Friday, September 6, 2013

Precipice

Standing at the precipice of fear, with baited breath.  Sensations heightened, and numbed.  Wind flowing across skin, raises goosebumps, captures each escaping breath with zeal.  The roaring of the ocean pounds against each eardrum, the salt air begs to coat each living lung. Alluring vertigo drags the mind towards the sharp wet rocks sanded to silky smooth perfection at the bottom.  A whirlpool of colors; malevolent greens, transfixing blues, churn endlessly, eating at the cliffbase.  Waves like multitudinous yearning hands rise and fall out of the sea, grabbing at the passive cliff face, fading into uniform obscurity at the razorsharp horizon, giving way to endless sky.  Encasing and pressing, the featureless indigo dome stands on my head.  Inspiring, the throbbing pain behind my eyeballs.

My sight, escapes me.

Tuesday, August 13, 2013

Limbo

I'm so tired of this limbo I find myself in.  I wish my calculated patience were not also a convenient excuse towards prolonged inaction.  I wish I were not so terrified.  The consistent presence of that fear, hanging over me and seeming to gnaw away at the satisfaction in any given moment, makes it very difficult for efforts to seem. worth it.  I can't help but feel that some days are spent in a sort of hibernation, waiting, hoping that by some chance convenience the monster under the bed will be gone.  in a few hours maybe.  in a few days.  in a few months.  The time whittles away while I hold my breath and hope that nothing will happen, that will shake me to breaking.

And the pride.

I want to be brave enough to swallow it, fears and pride whole, bear the terrible sting of it but go out there, and live.

If only I could rest assured that it would all finally burn up in the acid of my resolution and permanently. leave. me. alone.

Monday, March 4, 2013

Wednesday, February 27, 2013

Calm

Things are strange now.  After a long time, finally a sort of calm has settled into my life, I don't feel that I'm at the cusp of one impending disaster after another.  All there is to do now is wait, and work.  Now the test is only a test of my own character, at least its one I feel I have a possibility of passing this time around.  I'm trying my best to pick up the pieces, and account for the knots in my plan that I myself am bound to create.  Overcompensating, and overdoing is the only way I see of making it out of this successfully, I need that room to fail a little, but just not catastrophically.  I'm worried about complacency, of feeling too optimistic, and too comfortable.  That sick pervading feeling that's lingered through so many recent moments is terrible to bear, but it also has the power to propel me forward.  Without that extra push I'm easily tempted towards inaction and failure, and I know there is at least some small part of me that would love to see me crash and burn.

Wednesday, December 12, 2012

Saturday, August 18, 2012

Stagnation

I hate the constant back and forth.  The slow and agonizing tug of war between my innate nature and the distant person I must resolve to become in order to have any chance of life in this reality, with these parameters.  I am the rope, the forces on either side bend and break my twisted bones, they crack me open, the loose, sinewy strands of myself flit uneasily in the constant tumult of my head, roaring through this place, cutting away everything that was once here to an eerie and sterile finish.  The dark volcanic glass shines with a cold and engineered malice, in every surface my own face stares back, pathetically empty eyes, the terrain itself engenders this feeling, imbues me with this strong and subtle self-hate.  It shows me who I am, standing still, standing lost, wandering this endless nothing where nothing grows. 

I am not myself and I am not what anyone wants me to be.  I fail to progress in either direction, in any direction.  I am stranded on this abysmal plateau, stretching infinitely in all directions.  A vast nothing to aspire towards.
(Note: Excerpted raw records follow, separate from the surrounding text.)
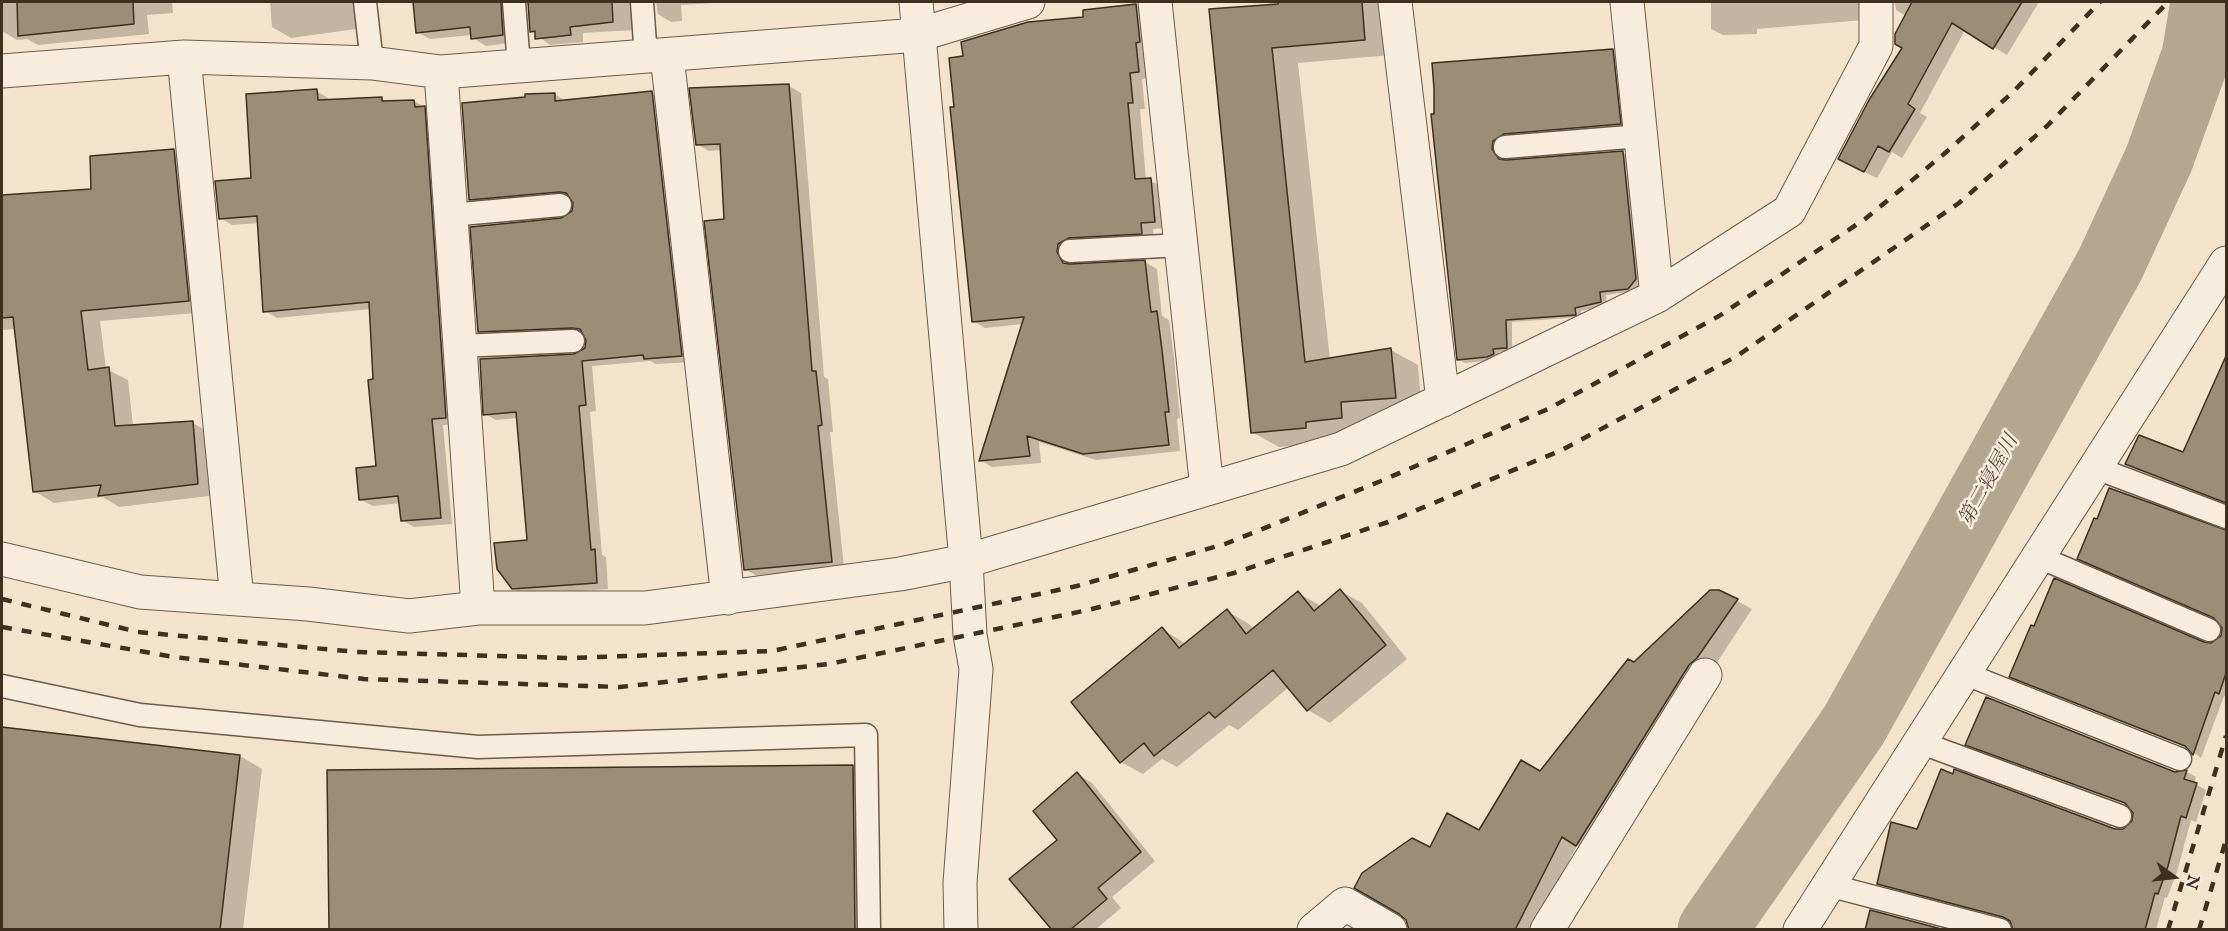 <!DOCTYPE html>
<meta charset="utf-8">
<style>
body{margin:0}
#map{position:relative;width:2228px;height:931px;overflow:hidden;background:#f3e3ca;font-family:"IM FELL English",serif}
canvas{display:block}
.frame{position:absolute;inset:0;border:3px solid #3e2f1e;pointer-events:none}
.north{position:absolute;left:2144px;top:847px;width:60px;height:60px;-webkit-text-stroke:4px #f7eddd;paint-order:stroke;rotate:105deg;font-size:16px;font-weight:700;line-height:24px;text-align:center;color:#3e2f1e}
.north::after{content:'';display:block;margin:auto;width:21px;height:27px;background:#3e2f1e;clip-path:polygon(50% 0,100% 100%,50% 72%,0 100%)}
</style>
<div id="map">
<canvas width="2228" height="931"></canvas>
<div class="frame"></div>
<div class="north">N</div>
</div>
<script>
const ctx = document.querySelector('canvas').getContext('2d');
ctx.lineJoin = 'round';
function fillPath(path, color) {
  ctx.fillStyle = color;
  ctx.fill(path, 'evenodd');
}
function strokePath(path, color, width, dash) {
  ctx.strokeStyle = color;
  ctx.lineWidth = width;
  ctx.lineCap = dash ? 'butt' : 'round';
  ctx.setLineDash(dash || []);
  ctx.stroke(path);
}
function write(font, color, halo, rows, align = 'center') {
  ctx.font = font + ' "IM FELL English","Noto Serif JP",serif';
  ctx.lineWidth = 5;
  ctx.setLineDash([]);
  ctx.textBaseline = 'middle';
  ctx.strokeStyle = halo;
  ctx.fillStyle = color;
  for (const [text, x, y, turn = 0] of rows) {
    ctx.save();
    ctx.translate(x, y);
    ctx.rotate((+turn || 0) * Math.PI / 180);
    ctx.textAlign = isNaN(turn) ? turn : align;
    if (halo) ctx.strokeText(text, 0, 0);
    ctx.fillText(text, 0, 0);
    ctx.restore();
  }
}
fillPath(new Path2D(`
 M 2,2 L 179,2 L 172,2 L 173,13 L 147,15 L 149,34 L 38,45 L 27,39 L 17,40 L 2,31 Z
 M 270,2 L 366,2 L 370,27 L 291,38 L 272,27 Z
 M 414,2 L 518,2 L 516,42 L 486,46 L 473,38 L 472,35 L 430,39 L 417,32 Z
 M 528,2 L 645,2 L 635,30 L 583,33 L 583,42 L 550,45 L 531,31 Z
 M 656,2 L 730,2 L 681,5 L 682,21 L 671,22 L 658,14 Z
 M 1280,2 L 1386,2 L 1391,55 L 1298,63 L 1330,360 L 1391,350 L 1418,365 L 1422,412 L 1367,417 L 1368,433 L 1332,443 L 1279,447 L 1252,432 L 1210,10 L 1280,5 Z
 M 1711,2 L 1862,2 L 1863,20 L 1757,29 L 1757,34 L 1723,35 L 1711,29 Z
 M 1895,2 L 2039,2 L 2007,55 L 1965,30 L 1920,113 L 1927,117 L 1902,158 L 1892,152 L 1877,178 L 1852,166 L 1904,48 L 1906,16 L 1896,10 Z
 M 1136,5 L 1148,12 L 1150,78 L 1142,79 L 1145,109 L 1140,109 L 1146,180 L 1163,186 L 1166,228 L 1153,229 L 1154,240 L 1068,260 L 1072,266 L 1145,262 L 1157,269 L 1162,316 L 1169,320 L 1174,358 L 1180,418 L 1177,419 L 1180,451 L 1096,460 L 1039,442 L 1041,463 L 992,467 L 980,460 L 1023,324 L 985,328 L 973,321 L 956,108 L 965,58 L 1085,19 Z
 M 1613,51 L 1619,54 L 1626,127 L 1497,152 L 1500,159 L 1506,162 L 1623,153 L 1629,156 L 1642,283 L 1637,291 L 1606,295 L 1607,305 L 1581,311 L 1581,317 L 1512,322 L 1512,351 L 1499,352 L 1500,357 L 1494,360 L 1465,363 L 1458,359 L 1433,115 Z
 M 789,86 L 801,93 L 824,377 L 828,379 L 833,432 L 830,432 L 844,568 L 757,576 L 745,569 L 722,150 L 709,151 L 697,144 Z
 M 316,91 L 328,98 L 329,101 L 381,98 L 388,102 L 414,101 L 436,114 L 457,424 L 443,425 L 452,524 L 414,527 L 402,520 L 401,503 L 373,506 L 361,500 L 377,467 L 371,309 L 277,318 L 265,311 L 259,223 L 232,225 L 220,218 L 252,180 Z
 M 652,93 L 662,99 L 692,362 L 656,364 L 650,361 L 592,366 L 596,411 L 590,412 L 602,555 L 606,557 L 608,589 L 524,595 L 513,588 L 528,541 L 518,418 L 496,420 L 485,414 L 586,349 L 588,340 L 584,333 L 490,337 L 479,331 L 562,220 L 573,212 L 575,203 L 571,197 L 481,205 L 470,199 L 554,94 L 566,101 Z
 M 174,151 L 193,162 L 208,312 L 100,321 L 106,369 L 128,380 L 133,426 L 193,423 L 212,434 L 217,495 L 119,507 L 103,497 L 54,503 L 34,491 L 16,329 L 2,330 L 2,197 L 92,190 Z
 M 2208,400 L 2226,409 L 2226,503 L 2127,464 L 2184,454 Z
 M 2221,531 L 2226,531 L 2226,697 L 2224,696 L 2201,758 L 2188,748 L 2019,681 L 2203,644 L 2212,645 L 2223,637 L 2224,627 Z
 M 1340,591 L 1362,603 L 1407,659 L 1330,723 L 1308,710 L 1289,687 L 1238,730 L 1229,725 L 1177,767 L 1162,759 L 1143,774 L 1121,762 L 1162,629 L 1186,644 L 1227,611 L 1249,624 L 1254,630 L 1298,593 L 1321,606 Z
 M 1719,591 L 1752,609 L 1592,853 L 1577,845 L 1534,930 L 1410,930 L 1407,919 L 1356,887 L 1431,849 L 1480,832 L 1540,773 L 1634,664 Z
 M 2,729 L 240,756 L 262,769 L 243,930 L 2,930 Z
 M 1967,744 L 2175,773 L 2187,772 L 2196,777 L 2194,783 L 2206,790 L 2196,822 L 2191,820 L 2177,872 L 2167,898 L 2165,897 L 2156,930 L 2014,930 L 2011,921 L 1888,889 L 1879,883 L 1918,831 L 2115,830 L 2129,828 L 2134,820 L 2131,806 Z
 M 853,766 L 865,773 L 867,930 L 330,930 Z
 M 1077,774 L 1092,783 L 1155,861 L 1112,897 L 1121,908 L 1095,930 L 1054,930 L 1059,840 Z`), '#0003');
strokePath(new Path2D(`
 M 1712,930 L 1854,725 L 2110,265 L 2159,159 L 2196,56 L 2205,2`), '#b5a690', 69);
const building = new Path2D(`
 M 17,2 L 133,2 L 134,24 L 18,36 Z
 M 413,2 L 501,2 L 503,35 L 471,39 L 470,27 L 416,33 Z
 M 528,2 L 612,2 L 613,22 L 570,27 L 571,35 L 535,39 L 535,31 L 530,32 Z
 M 1278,2 L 1362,2 L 1365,40 L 1272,48 L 1305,362 L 1391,348 L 1396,398 L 1341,402 L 1342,418 L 1306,422 L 1306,428 L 1251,433 L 1209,9 L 1278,4 Z
 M 1912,2 L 2022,2 L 1993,49 L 1952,23 L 1908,104 L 1915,109 L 1889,152 L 1878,146 L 1864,172 L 1838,159 L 1869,100 L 1902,48 L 1895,44 L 1895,34 Z
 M 1136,4 L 1140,42 L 1136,43 L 1139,72 L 1130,73 L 1133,103 L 1128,103 L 1135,179 L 1151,178 L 1155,222 L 1141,223 L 1142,234 L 1069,238 L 1058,244 L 1057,252 L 1063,263 L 1070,264 L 1145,260 L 1151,312 L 1157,311 L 1162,350 L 1169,412 L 1165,412 L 1169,445 L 1083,454 L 1027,436 L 1030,456 L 979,461 L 1024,317 L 972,322 L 950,107 L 954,107 L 949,58 L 963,56 L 961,42 L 1028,22 L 1083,17 L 1083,10 Z
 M 1613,49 L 1621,124 L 1504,134 L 1493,141 L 1492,149 L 1499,159 L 1506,160 L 1623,151 L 1636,279 L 1628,289 L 1600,292 L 1601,302 L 1575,308 L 1576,315 L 1506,320 L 1507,348 L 1493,349 L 1494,354 L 1487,357 L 1457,360 L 1431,114 L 1434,114 L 1434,89 L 1432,63 Z
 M 789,84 L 812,371 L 816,371 L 822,425 L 818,426 L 832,562 L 744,570 L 704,221 L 724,219 L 720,144 L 696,145 L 689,88 Z
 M 317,89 L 318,100 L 382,97 L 382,101 L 414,100 L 415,107 L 425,106 L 446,418 L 432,419 L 441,518 L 401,521 L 398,496 L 359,500 L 356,468 L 376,466 L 368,380 L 373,379 L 369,302 L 263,312 L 257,216 L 219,219 L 215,181 L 251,178 L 246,94 Z
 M 652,91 L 682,356 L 644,359 L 643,355 L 582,361 L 586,405 L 579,406 L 591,550 L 595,549 L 597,583 L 512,589 L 497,569 L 494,543 L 527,540 L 516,412 L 483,415 L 480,359 L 574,354 L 585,348 L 586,340 L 580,329 L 572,328 L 478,332 L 470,227 L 561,218 L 572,211 L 573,203 L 566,193 L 559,192 L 469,200 L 462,103 L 525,97 L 525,94 L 555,93 L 555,101 Z
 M 174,149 L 189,301 L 81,311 L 88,370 L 109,367 L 115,426 L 193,421 L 198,484 L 98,496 L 101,485 L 33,492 L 13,317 L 2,318 L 2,195 L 91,189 L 90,156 Z
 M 2226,356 L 2226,503 L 2125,464 L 2139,435 L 2183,452 Z
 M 2109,488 L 2226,530 L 2226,673 L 2219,694 L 2215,692 L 2193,755 L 2185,746 L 2009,677 L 2031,625 L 2034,626 L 2054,578 L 2204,642 L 2211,643 L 2221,636 L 2222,628 L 2214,618 L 2077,559 L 2094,518 L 2097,519 Z
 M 1340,589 L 1386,645 L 1307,711 L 1273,670 L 1215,718 L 1209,712 L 1154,756 L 1144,743 L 1120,763 L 1071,702 L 1162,627 L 1179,648 L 1227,609 L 1246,634 L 1298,591 L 1314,611 Z
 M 1710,590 L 1719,590 L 1738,599 L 1697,658 L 1689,665 L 1576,846 L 1562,837 L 1515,930 L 1409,930 L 1406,920 L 1399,914 L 1354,888 L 1362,873 L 1412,838 L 1430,847 L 1447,813 L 1479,830 L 1521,760 L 1540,771 L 1628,659 L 1634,662 Z
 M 1986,697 L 2175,772 L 2187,770 L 2184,779 L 2197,783 L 2186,818 L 2181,816 L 2168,866 L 2158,894 L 2155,893 L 2145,930 L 2013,930 L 2010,921 L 2003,917 L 1877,884 L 1891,822 L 1917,829 L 1941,769 L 1953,774 L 1954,769 L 2115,829 L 2123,829 L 2132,821 L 2133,813 L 2125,803 L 1965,745 Z
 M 2,727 L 240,755 L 220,930 L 2,930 Z
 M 853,765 L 855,930 L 329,930 L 327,770 Z
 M 1077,772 L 1141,852 L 1098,888 L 1107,899 L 1070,930 L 1052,930 L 1009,879 L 1057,840 L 1033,811 Z
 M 1870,910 L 1945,930 L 1865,930 Z`);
fillPath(building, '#9c8d77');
strokePath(building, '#3e2f1e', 1.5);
const service = new Path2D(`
 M 365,2 L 372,63
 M 514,2 L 519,66
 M 642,2 L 646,57
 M 1505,147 L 1641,136
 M 450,215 L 560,205
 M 1070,251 L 1181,245
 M 460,346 L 573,341
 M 2096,468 L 2226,517
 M 2039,557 L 2209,630
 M 1963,673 L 2180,759
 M 2,686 L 140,715 L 478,747 L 866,735 L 869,930
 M 1919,742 L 2120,816
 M 1828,885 L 2000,930`);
const minor = new Path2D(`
 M 916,2 L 966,561 L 970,635 L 976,669 L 960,883 L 961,930
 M 1155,2 L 1207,489
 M 1395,2 L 1443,400
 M 1627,2 L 1657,296
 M 667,56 L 728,598
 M 184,57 L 237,599
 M 2,71 L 184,57 L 372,63 L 441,72 L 918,35 L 1028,2
 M 441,72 L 478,608
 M 2,559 L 140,592 L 308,604 L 409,616 L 478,608 L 645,608 L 900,574 L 966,561 L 1341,449 L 1657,296 L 1789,211 L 1876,46 L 1876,2
 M 1314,930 L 1345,904 L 1390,930
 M 1547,930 L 1705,675
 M 1800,930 L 2226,263`);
strokePath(service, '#6b5c49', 25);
strokePath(minor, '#6b5c49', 35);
strokePath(service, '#f7eddd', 22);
strokePath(minor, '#f7eddd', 33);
strokePath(new Path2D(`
 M 2,599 L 138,632 L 357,652 L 569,658 L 772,651 L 1077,586 L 1225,544 L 1381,481 L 1548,409 L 1719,316 L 1865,219 L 1944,154 L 2013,92 L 2100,2
 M 2,627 L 174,657 L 364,679 L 620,687 L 829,664 L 1088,610 L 1234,573 L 1388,522 L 1562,450 L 1737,356 L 1959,203 L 2047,126 L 2168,2
 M 2168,930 L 2226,736
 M 2199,930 L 2226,840`), '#3e2f1e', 4.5, [10, 10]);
write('italic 20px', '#5c4d3a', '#f7eddd', [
 ["第二寝屋川",1990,481,-61]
]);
</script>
I've been here too long.  The stagnant air of this place, this feeling, has penetrated into every pore of my skin, and further still into my bones, the soft and slick organ tissue, the red hot blood coursing through my veins.  It runs through my body, it drives me towards paralysis, weighs me down, intangible poison of my own concoction, disease of the mind.  And soul. 

Sunday, May 6, 2012

Insulation

Time moves forward, breakneck speed, roaring past me, crushing me to dust, overwhelming my lungs.  But my stubborn nature compels me to live in a stupid denial that leads me to live as though I'm insulated in a bubble devoid of time or existence.  The air will still run out some time.